(WHAT THE TASK ASKS)
Word for word, copy all of the entries.

Stored data
◆ ◆ ◆

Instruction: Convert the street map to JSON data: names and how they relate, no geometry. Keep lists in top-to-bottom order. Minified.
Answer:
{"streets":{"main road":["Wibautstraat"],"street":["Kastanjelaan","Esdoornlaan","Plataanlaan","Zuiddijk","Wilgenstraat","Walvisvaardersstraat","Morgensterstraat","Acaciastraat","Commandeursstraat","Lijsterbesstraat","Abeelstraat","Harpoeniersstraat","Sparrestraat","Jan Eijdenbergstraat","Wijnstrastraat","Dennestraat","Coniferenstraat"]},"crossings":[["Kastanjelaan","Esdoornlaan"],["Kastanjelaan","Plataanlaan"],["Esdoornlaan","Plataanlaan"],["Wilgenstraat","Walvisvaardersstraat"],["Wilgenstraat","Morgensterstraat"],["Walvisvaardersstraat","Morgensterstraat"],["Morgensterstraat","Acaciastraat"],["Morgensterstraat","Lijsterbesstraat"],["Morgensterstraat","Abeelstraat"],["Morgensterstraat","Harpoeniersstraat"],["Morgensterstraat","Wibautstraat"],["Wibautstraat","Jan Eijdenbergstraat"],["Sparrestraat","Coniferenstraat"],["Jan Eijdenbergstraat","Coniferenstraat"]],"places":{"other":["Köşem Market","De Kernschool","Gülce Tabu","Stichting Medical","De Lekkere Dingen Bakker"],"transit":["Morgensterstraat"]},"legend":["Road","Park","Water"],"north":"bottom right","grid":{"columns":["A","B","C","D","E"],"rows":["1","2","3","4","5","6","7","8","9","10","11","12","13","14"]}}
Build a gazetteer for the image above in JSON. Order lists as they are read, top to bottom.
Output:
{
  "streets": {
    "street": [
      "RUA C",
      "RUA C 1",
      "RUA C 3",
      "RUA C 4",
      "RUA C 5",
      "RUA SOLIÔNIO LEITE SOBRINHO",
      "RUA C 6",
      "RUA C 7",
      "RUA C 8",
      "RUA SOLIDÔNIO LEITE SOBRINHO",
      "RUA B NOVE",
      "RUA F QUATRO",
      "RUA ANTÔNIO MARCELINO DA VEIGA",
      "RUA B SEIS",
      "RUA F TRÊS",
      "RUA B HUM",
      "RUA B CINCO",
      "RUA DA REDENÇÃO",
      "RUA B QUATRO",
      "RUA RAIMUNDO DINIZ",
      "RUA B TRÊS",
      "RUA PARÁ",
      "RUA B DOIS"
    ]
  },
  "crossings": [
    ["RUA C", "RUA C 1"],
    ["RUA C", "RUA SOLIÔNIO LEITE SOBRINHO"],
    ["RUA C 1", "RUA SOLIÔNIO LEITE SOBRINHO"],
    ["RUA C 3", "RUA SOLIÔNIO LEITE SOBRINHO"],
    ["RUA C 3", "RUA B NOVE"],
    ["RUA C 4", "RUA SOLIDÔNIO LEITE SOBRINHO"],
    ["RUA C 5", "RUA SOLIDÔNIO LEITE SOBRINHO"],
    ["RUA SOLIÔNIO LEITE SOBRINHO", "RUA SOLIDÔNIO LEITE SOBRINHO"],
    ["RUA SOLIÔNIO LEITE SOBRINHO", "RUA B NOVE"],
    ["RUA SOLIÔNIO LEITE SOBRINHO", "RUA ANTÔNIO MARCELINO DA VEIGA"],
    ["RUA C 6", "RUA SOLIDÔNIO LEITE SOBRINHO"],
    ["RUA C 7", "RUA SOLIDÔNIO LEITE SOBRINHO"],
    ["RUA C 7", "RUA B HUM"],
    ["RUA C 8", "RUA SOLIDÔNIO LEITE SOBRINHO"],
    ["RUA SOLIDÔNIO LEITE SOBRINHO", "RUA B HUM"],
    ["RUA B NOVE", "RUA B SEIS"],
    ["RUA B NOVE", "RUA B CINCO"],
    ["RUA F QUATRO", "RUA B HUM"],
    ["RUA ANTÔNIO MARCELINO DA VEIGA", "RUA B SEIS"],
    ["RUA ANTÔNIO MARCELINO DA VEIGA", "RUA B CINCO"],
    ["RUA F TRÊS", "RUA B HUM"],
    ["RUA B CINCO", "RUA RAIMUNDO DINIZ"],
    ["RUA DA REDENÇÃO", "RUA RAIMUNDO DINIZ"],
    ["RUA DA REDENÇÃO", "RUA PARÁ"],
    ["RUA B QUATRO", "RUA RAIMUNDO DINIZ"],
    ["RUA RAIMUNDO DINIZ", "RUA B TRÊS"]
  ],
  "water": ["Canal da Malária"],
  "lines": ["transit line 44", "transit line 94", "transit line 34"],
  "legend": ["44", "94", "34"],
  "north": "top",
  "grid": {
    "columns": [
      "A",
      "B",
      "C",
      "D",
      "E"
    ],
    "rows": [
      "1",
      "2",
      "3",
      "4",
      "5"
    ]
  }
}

◆ ◆ ◆

(WRITTEN RESPONSE)
Instruction: Convert the street map to JSON data: names and how they relate, no geometry. Keep lists in top-to-bottom order. Minified.
Answer:
{"streets":{"main road":["Wibautstraat"],"street":["Kastanjelaan","Esdoornlaan","Plataanlaan","Zuiddijk","Wilgenstraat","Walvisvaardersstraat","Morgensterstraat","Acaciastraat","Commandeursstraat","Lijsterbesstraat","Abeelstraat","Harpoeniersstraat","Sparrestraat","Jan Eijdenbergstraat","Wijnstrastraat","Dennestraat","Coniferenstraat"]},"crossings":[["Kastanjelaan","Esdoornlaan"],["Kastanjelaan","Plataanlaan"],["Esdoornlaan","Plataanlaan"],["Wilgenstraat","Walvisvaardersstraat"],["Wilgenstraat","Morgensterstraat"],["Walvisvaardersstraat","Morgensterstraat"],["Morgensterstraat","Acaciastraat"],["Morgensterstraat","Lijsterbesstraat"],["Morgensterstraat","Abeelstraat"],["Morgensterstraat","Harpoeniersstraat"],["Morgensterstraat","Wibautstraat"],["Wibautstraat","Jan Eijdenbergstraat"],["Sparrestraat","Coniferenstraat"],["Jan Eijdenbergstraat","Coniferenstraat"]],"places":{"other":["Köşem Market","De Kernschool","Gülce Tabu","Stichting Medical","De Lekkere Dingen Bakker"],"transit":["Morgensterstraat"]},"legend":["Road","Park","Water"],"north":"bottom right","grid":{"columns":["A","B","C","D","E"],"rows":["1","2","3","4","5","6","7","8","9","10","11","12","13","14"]}}
Build a gazetteer for the image above in JSON. Order lists as they are read, top to bottom.
Output:
{
  "streets": {
    "street": [
      "RUA C",
      "RUA C 1",
      "RUA C 3",
      "RUA C 4",
      "RUA C 5",
      "RUA SOLIÔNIO LEITE SOBRINHO",
      "RUA C 6",
      "RUA C 7",
      "RUA C 8",
      "RUA SOLIDÔNIO LEITE SOBRINHO",
      "RUA B NOVE",
      "RUA F QUATRO",
      "RUA ANTÔNIO MARCELINO DA VEIGA",
      "RUA B SEIS",
      "RUA F TRÊS",
      "RUA B HUM",
      "RUA B CINCO",
      "RUA DA REDENÇÃO",
      "RUA B QUATRO",
      "RUA RAIMUNDO DINIZ",
      "RUA B TRÊS",
      "RUA PARÁ",
      "RUA B DOIS"
    ]
  },
  "crossings": [
    ["RUA C", "RUA C 1"],
    ["RUA C", "RUA SOLIÔNIO LEITE SOBRINHO"],
    ["RUA C 1", "RUA SOLIÔNIO LEITE SOBRINHO"],
    ["RUA C 3", "RUA SOLIÔNIO LEITE SOBRINHO"],
    ["RUA C 3", "RUA B NOVE"],
    ["RUA C 4", "RUA SOLIDÔNIO LEITE SOBRINHO"],
    ["RUA C 5", "RUA SOLIDÔNIO LEITE SOBRINHO"],
    ["RUA SOLIÔNIO LEITE SOBRINHO", "RUA SOLIDÔNIO LEITE SOBRINHO"],
    ["RUA SOLIÔNIO LEITE SOBRINHO", "RUA B NOVE"],
    ["RUA SOLIÔNIO LEITE SOBRINHO", "RUA ANTÔNIO MARCELINO DA VEIGA"],
    ["RUA C 6", "RUA SOLIDÔNIO LEITE SOBRINHO"],
    ["RUA C 7", "RUA SOLIDÔNIO LEITE SOBRINHO"],
    ["RUA C 7", "RUA B HUM"],
    ["RUA C 8", "RUA SOLIDÔNIO LEITE SOBRINHO"],
    ["RUA SOLIDÔNIO LEITE SOBRINHO", "RUA B HUM"],
    ["RUA B NOVE", "RUA B SEIS"],
    ["RUA B NOVE", "RUA B CINCO"],
    ["RUA F QUATRO", "RUA B HUM"],
    ["RUA ANTÔNIO MARCELINO DA VEIGA", "RUA B SEIS"],
    ["RUA ANTÔNIO MARCELINO DA VEIGA", "RUA B CINCO"],
    ["RUA F TRÊS", "RUA B HUM"],
    ["RUA B CINCO", "RUA RAIMUNDO DINIZ"],
    ["RUA DA REDENÇÃO", "RUA RAIMUNDO DINIZ"],
    ["RUA DA REDENÇÃO", "RUA PARÁ"],
    ["RUA B QUATRO", "RUA RAIMUNDO DINIZ"],
    ["RUA RAIMUNDO DINIZ", "RUA B TRÊS"]
  ],
  "water": ["Canal da Malária"],
  "lines": ["transit line 44", "transit line 94", "transit line 34"],
  "legend": ["44", "94", "34"],
  "north": "top",
  "grid": {
    "columns": [
      "A",
      "B",
      "C",
      "D",
      "E"
    ],
    "rows": [
      "1",
      "2",
      "3",
      "4",
      "5"
    ]
  }
}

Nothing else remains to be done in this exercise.